Work task: Keep each line of the material that includes "screenshot", and leave out the rest.

Data provided:
··········

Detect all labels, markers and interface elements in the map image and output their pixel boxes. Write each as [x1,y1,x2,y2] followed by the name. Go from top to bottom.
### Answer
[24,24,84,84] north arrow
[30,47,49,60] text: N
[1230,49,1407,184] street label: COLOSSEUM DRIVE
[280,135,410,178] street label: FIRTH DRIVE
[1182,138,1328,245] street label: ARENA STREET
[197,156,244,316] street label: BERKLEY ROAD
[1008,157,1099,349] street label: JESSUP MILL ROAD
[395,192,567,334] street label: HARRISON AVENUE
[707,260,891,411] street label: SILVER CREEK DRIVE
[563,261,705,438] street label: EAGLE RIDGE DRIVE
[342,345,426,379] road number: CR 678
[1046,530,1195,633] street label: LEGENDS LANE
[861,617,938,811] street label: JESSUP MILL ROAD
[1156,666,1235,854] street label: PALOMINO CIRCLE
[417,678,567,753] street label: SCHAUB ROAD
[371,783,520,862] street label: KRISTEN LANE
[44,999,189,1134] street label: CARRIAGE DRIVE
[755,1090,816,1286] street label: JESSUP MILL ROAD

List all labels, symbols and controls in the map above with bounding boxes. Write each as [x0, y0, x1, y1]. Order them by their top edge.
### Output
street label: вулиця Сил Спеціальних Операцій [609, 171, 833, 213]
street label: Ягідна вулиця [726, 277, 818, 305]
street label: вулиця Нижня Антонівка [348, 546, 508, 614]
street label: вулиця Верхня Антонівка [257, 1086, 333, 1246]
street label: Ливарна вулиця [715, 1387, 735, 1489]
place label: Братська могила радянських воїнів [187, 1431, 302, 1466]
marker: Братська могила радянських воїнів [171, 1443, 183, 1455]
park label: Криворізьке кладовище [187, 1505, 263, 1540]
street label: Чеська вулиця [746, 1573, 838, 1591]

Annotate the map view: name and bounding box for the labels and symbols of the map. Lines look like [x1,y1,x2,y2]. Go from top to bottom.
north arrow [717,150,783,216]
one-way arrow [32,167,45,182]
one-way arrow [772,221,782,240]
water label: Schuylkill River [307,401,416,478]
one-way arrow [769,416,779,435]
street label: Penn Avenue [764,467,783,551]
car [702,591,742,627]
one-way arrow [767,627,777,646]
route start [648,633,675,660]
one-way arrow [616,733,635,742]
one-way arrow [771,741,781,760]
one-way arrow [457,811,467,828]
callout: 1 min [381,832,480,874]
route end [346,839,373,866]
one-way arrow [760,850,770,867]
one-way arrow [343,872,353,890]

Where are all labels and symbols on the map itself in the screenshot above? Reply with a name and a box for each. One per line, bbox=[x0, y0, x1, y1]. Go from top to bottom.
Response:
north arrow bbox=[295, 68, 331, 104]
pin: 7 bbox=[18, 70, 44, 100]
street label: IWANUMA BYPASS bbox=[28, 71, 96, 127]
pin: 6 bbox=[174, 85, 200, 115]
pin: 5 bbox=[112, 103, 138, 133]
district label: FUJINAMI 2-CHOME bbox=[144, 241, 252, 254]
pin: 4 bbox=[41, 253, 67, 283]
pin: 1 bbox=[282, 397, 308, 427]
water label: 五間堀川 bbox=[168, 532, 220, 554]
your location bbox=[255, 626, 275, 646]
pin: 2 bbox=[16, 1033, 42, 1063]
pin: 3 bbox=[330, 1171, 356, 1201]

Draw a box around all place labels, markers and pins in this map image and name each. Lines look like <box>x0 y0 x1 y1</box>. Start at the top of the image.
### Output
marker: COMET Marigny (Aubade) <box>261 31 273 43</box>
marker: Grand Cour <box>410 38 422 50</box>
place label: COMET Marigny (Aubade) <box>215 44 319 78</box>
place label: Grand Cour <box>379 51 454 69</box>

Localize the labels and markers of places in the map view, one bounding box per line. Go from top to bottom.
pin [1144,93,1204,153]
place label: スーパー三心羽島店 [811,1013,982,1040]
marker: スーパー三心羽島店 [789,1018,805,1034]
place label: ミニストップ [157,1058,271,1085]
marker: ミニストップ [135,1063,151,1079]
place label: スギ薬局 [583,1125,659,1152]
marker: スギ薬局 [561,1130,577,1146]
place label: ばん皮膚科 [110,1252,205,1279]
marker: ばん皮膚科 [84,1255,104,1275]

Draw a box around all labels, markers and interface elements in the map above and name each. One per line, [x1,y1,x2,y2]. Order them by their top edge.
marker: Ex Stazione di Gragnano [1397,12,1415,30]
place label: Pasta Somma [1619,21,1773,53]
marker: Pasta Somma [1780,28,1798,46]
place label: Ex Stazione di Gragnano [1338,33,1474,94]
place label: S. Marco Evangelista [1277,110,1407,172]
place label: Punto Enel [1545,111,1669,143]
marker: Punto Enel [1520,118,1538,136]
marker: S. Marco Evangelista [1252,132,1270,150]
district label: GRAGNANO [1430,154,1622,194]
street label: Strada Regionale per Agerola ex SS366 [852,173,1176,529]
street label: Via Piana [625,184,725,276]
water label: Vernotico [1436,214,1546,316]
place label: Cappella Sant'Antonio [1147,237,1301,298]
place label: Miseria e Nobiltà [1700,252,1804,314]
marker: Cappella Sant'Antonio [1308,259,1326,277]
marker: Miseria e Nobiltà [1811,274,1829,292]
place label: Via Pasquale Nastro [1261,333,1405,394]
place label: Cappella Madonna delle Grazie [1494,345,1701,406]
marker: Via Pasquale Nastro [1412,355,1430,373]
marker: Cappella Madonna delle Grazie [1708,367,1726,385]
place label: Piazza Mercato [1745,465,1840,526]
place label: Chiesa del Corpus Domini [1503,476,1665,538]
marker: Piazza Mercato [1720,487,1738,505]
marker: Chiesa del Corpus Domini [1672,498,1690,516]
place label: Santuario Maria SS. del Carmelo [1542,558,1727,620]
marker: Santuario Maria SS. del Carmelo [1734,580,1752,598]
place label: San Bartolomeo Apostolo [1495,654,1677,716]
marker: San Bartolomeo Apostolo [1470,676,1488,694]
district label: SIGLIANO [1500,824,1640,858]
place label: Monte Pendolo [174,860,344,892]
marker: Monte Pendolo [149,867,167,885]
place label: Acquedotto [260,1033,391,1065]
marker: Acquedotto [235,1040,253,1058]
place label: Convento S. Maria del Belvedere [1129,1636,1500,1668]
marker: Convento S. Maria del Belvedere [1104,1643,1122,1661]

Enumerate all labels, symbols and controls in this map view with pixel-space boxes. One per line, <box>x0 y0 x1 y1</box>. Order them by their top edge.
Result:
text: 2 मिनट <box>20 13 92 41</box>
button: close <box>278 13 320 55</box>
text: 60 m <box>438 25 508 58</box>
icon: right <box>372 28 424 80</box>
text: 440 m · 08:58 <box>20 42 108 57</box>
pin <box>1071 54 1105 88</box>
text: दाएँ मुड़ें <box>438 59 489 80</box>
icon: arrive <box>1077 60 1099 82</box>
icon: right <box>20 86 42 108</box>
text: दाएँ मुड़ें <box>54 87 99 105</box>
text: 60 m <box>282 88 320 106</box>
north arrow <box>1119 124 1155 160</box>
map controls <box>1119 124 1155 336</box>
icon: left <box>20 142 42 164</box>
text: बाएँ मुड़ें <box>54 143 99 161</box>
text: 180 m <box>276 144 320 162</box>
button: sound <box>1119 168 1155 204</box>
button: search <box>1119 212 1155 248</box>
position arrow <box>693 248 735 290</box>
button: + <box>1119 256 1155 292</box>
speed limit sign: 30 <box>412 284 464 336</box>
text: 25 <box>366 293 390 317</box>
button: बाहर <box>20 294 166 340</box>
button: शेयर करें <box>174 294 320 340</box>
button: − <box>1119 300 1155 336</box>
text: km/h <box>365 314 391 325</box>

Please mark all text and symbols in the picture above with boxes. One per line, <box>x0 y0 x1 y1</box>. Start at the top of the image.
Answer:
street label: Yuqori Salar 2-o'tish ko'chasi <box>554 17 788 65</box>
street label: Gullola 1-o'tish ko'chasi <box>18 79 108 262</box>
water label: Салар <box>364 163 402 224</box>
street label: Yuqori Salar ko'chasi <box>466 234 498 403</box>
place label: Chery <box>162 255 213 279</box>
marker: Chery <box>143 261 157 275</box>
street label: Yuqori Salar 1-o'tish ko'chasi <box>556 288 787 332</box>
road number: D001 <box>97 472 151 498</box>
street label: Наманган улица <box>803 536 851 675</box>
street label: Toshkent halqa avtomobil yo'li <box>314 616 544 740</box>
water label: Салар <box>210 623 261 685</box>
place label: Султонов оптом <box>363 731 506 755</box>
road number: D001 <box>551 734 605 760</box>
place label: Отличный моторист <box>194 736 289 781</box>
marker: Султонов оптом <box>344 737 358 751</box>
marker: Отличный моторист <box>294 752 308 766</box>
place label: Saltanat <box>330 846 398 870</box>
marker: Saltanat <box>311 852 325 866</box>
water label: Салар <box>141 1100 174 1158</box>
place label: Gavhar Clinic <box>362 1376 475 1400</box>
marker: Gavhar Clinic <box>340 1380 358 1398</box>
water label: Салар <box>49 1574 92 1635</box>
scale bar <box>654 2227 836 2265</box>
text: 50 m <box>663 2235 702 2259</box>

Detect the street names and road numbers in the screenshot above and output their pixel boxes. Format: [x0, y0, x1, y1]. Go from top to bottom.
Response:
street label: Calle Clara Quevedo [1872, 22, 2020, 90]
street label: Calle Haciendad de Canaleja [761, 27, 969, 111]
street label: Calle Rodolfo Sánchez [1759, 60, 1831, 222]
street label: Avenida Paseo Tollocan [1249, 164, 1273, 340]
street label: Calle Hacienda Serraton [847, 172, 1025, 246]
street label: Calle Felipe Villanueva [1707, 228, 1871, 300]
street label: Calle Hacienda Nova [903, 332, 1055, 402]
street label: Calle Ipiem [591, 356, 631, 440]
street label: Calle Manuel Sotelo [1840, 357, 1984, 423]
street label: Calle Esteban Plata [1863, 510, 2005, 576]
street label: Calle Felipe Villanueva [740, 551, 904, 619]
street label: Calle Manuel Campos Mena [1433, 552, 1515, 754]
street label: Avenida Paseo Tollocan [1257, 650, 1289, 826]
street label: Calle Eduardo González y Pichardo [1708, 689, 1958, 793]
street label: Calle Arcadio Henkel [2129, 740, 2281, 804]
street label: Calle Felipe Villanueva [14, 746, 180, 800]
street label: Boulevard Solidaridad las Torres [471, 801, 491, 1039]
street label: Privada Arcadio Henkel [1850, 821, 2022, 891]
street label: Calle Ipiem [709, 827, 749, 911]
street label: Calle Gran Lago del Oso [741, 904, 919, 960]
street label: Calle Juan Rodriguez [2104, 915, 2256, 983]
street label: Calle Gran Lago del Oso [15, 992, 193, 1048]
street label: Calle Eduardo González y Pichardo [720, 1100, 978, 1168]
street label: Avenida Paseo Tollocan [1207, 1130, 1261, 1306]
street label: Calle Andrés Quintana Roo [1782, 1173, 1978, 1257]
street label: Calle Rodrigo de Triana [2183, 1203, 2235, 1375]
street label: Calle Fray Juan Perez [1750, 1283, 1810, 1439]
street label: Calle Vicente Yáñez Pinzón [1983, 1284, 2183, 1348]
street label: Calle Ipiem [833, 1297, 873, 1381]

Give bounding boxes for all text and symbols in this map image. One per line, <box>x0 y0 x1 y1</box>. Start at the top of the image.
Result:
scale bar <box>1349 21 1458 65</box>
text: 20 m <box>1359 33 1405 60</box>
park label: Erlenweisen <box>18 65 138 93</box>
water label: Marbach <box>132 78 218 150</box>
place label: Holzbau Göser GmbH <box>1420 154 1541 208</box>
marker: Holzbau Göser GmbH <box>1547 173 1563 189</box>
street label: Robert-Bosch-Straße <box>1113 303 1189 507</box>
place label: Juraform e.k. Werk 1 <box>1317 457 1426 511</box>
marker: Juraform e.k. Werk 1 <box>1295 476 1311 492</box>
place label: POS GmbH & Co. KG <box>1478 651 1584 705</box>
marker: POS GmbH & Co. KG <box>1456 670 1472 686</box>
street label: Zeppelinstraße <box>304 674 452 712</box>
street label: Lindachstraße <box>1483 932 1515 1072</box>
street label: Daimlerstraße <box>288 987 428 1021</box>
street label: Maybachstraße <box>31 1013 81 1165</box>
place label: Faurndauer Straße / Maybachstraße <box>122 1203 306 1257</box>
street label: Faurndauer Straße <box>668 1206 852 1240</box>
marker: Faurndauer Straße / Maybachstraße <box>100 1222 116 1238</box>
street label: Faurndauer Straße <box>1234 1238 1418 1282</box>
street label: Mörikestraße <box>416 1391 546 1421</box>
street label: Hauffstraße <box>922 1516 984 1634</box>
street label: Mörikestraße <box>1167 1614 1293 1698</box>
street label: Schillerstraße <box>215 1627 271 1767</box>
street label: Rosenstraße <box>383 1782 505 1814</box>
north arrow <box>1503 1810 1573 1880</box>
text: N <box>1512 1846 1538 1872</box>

··········

Result below:
Where are all labels and symbols on the map itself in the screenshot above? Reply with a name and a box for each. One per line, bbox=[x0, y0, x1, y1]. Go from top to bottom.
Detect the street names and road numbers in the screenshot above and output their pixel boxes. Format: [x0, y0, x1, y1]. Go from top to bottom.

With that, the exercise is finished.